• Task statement
Everything in the data should be repeated exactly, save for the images.

• Material for this exercise
--------
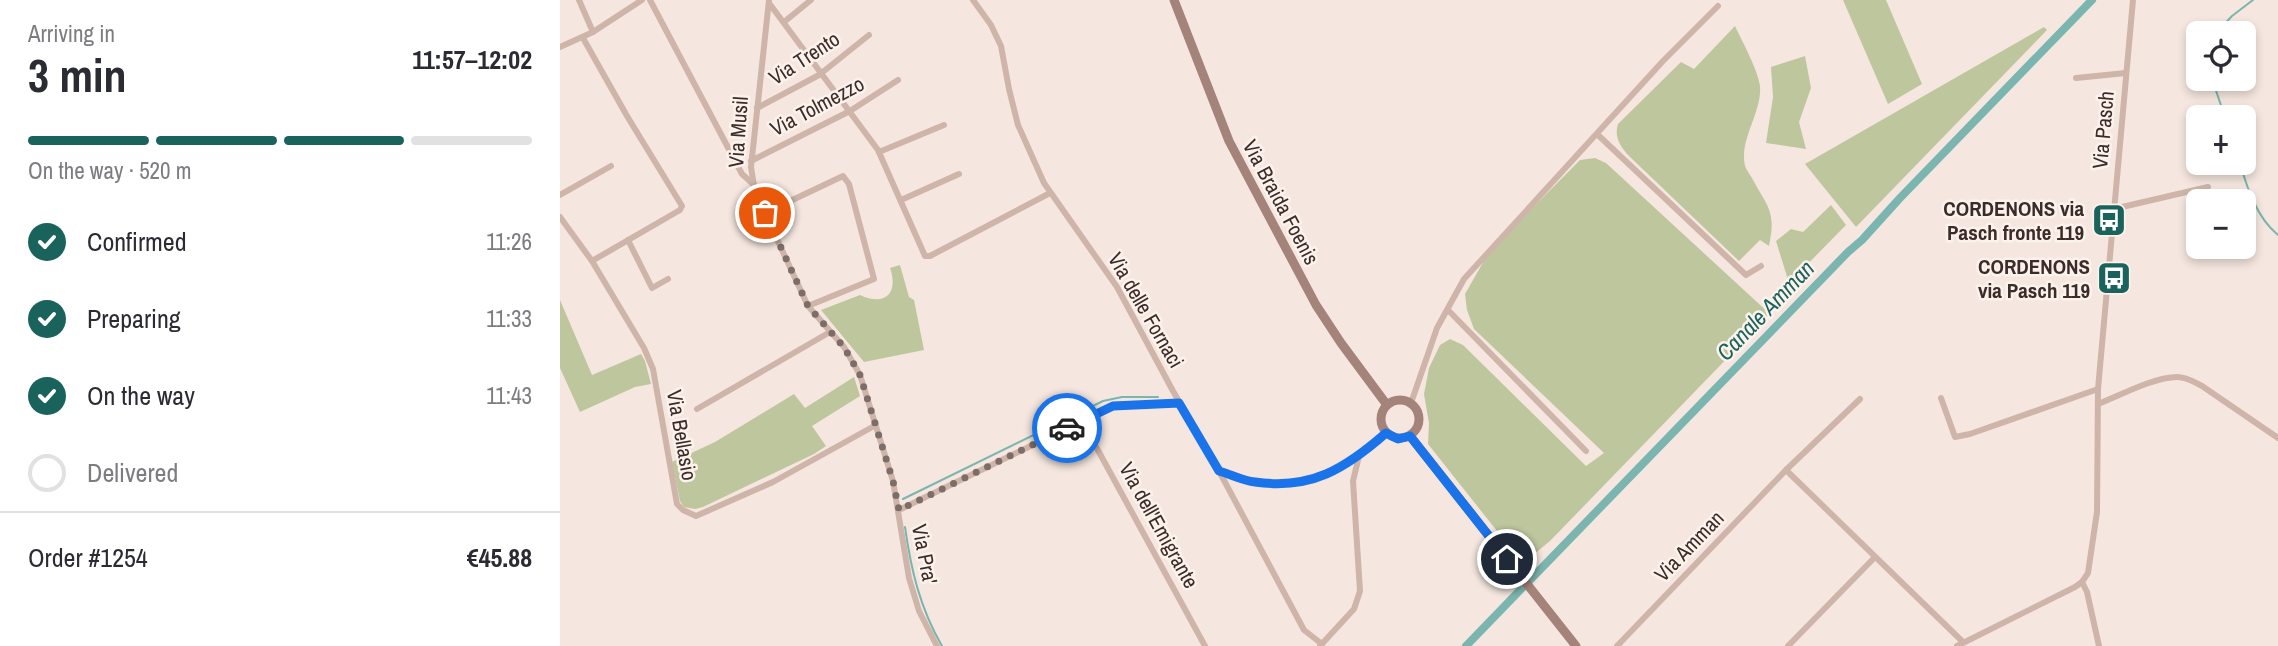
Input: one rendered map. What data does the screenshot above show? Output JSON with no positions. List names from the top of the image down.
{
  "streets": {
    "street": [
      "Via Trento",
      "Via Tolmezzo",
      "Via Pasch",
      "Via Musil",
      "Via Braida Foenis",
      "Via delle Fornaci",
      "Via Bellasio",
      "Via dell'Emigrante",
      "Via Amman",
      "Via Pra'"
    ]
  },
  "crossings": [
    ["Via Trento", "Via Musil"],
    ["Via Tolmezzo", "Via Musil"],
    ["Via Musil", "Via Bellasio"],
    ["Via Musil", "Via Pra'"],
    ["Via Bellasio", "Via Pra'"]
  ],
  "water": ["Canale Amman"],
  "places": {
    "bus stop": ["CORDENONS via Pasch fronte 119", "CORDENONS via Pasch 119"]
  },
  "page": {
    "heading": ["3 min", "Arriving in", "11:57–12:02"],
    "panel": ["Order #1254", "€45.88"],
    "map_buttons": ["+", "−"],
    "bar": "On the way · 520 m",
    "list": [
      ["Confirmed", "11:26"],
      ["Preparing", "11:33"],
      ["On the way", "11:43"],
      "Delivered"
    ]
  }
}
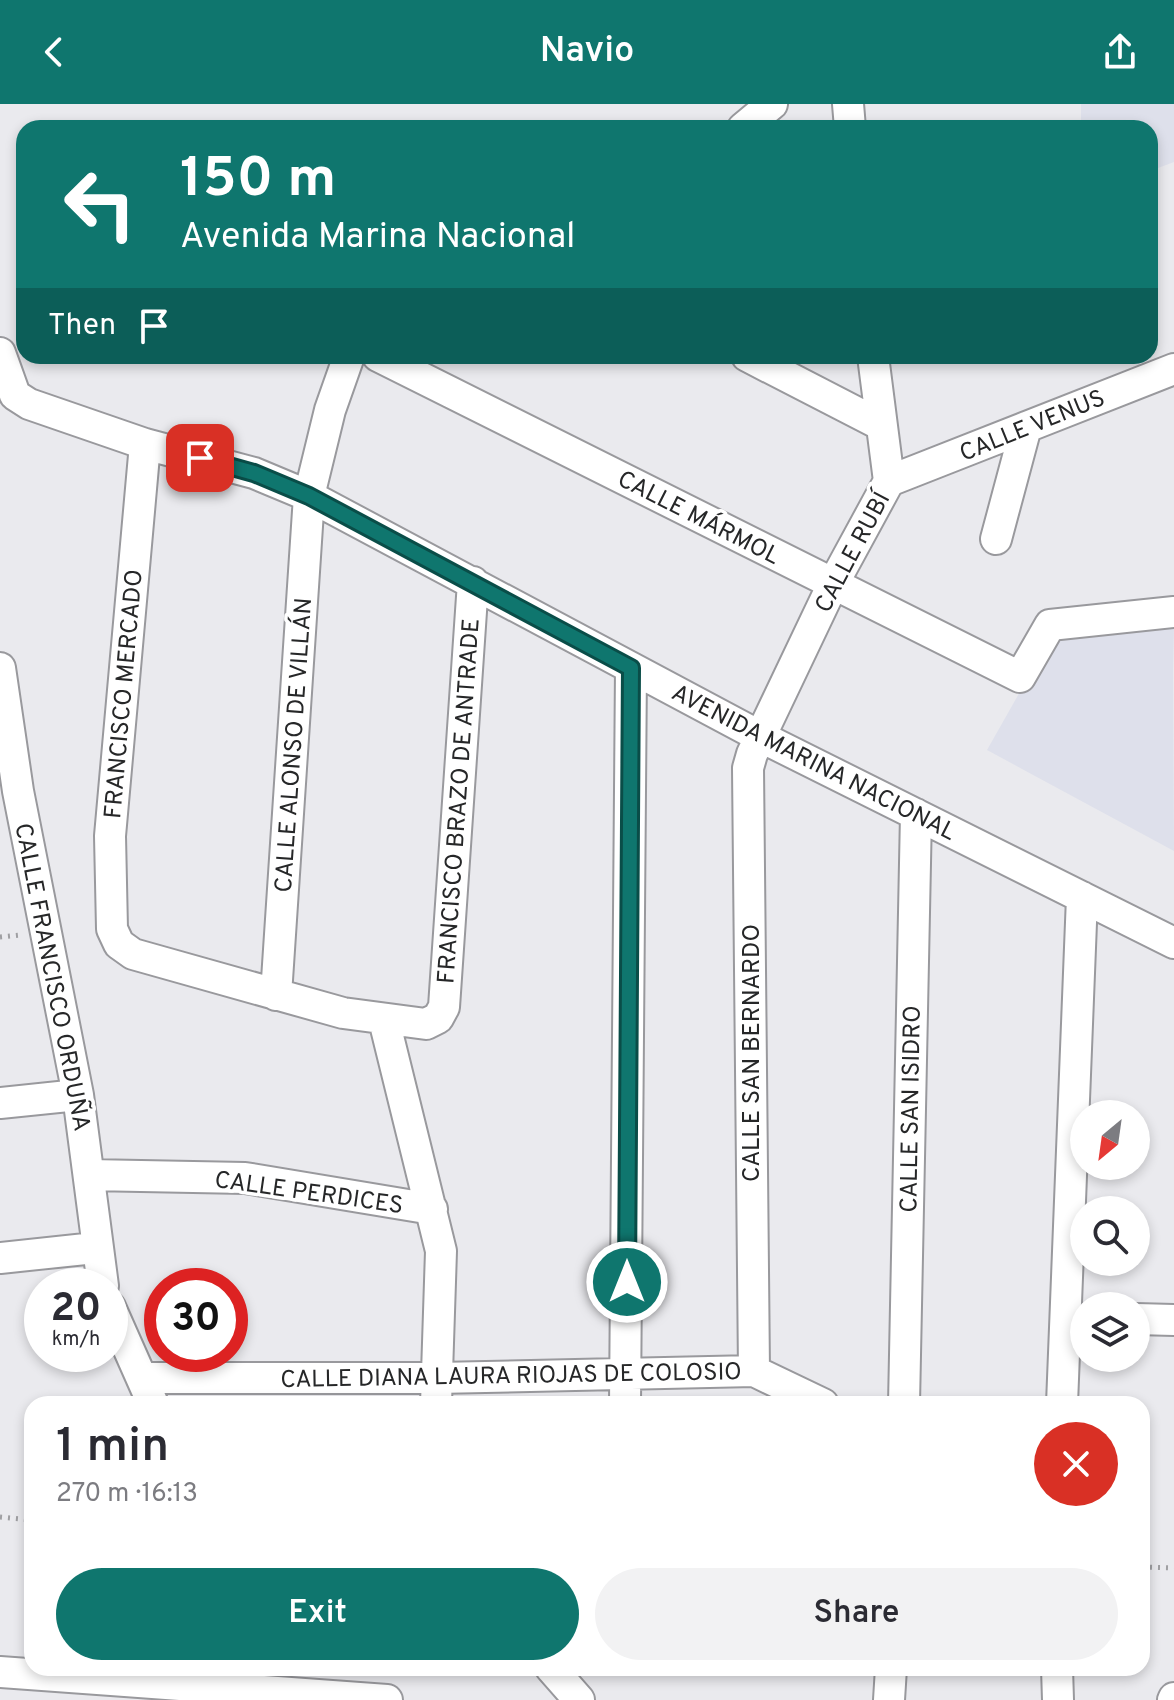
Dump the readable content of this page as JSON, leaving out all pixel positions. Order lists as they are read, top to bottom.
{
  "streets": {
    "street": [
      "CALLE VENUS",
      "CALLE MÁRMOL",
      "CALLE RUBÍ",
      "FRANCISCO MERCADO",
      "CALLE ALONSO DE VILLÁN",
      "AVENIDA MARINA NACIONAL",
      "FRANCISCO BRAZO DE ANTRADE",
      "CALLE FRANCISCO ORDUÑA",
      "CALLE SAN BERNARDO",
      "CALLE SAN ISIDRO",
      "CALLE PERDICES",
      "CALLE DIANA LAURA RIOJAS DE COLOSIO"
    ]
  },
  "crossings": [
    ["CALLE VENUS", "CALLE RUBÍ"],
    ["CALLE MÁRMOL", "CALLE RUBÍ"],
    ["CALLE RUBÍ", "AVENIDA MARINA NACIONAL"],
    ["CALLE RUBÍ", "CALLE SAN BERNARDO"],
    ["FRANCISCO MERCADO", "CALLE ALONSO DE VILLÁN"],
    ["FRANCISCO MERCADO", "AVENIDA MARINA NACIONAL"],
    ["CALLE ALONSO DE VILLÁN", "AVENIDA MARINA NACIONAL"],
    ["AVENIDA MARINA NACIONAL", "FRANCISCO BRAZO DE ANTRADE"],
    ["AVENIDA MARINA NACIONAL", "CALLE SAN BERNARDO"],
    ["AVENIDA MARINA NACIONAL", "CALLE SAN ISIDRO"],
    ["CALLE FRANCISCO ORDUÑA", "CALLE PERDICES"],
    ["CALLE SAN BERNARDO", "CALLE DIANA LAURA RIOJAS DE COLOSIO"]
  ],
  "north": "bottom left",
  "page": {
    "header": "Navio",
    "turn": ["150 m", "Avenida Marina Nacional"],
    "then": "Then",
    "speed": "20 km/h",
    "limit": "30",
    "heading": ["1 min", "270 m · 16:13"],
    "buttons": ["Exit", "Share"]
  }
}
--------
• Result for this task
Input: one rendered map. What data does the screenshot above show? Output JSON with no positions. List names from the top of the image down.
{
  "streets": {
    "street": [
      "Via Trento",
      "Via Tolmezzo",
      "Via Pasch",
      "Via Musil",
      "Via Braida Foenis",
      "Via delle Fornaci",
      "Via Bellasio",
      "Via dell'Emigrante",
      "Via Amman",
      "Via Pra'"
    ]
  },
  "crossings": [
    ["Via Trento", "Via Musil"],
    ["Via Tolmezzo", "Via Musil"],
    ["Via Musil", "Via Bellasio"],
    ["Via Musil", "Via Pra'"],
    ["Via Bellasio", "Via Pra'"]
  ],
  "water": ["Canale Amman"],
  "places": {
    "bus stop": ["CORDENONS via Pasch fronte 119", "CORDENONS via Pasch 119"]
  },
  "page": {
    "heading": ["3 min", "Arriving in", "11:57–12:02"],
    "panel": ["Order #1254", "€45.88"],
    "map_buttons": ["+", "−"],
    "bar": "On the way · 520 m",
    "list": [
      ["Confirmed", "11:26"],
      ["Preparing", "11:33"],
      ["On the way", "11:43"],
      "Delivered"
    ]
  }
}
Dump the readable content of this page as JSON, leaving out all pixel positions. Order lists as they are read, top to bottom.
{
  "streets": {
    "street": [
      "CALLE VENUS",
      "CALLE MÁRMOL",
      "CALLE RUBÍ",
      "FRANCISCO MERCADO",
      "CALLE ALONSO DE VILLÁN",
      "AVENIDA MARINA NACIONAL",
      "FRANCISCO BRAZO DE ANTRADE",
      "CALLE FRANCISCO ORDUÑA",
      "CALLE SAN BERNARDO",
      "CALLE SAN ISIDRO",
      "CALLE PERDICES",
      "CALLE DIANA LAURA RIOJAS DE COLOSIO"
    ]
  },
  "crossings": [
    ["CALLE VENUS", "CALLE RUBÍ"],
    ["CALLE MÁRMOL", "CALLE RUBÍ"],
    ["CALLE RUBÍ", "AVENIDA MARINA NACIONAL"],
    ["CALLE RUBÍ", "CALLE SAN BERNARDO"],
    ["FRANCISCO MERCADO", "CALLE ALONSO DE VILLÁN"],
    ["FRANCISCO MERCADO", "AVENIDA MARINA NACIONAL"],
    ["CALLE ALONSO DE VILLÁN", "AVENIDA MARINA NACIONAL"],
    ["AVENIDA MARINA NACIONAL", "FRANCISCO BRAZO DE ANTRADE"],
    ["AVENIDA MARINA NACIONAL", "CALLE SAN BERNARDO"],
    ["AVENIDA MARINA NACIONAL", "CALLE SAN ISIDRO"],
    ["CALLE FRANCISCO ORDUÑA", "CALLE PERDICES"],
    ["CALLE SAN BERNARDO", "CALLE DIANA LAURA RIOJAS DE COLOSIO"]
  ],
  "north": "bottom left",
  "page": {
    "header": "Navio",
    "turn": ["150 m", "Avenida Marina Nacional"],
    "then": "Then",
    "speed": "20 km/h",
    "limit": "30",
    "heading": ["1 min", "270 m · 16:13"],
    "buttons": ["Exit", "Share"]
  }
}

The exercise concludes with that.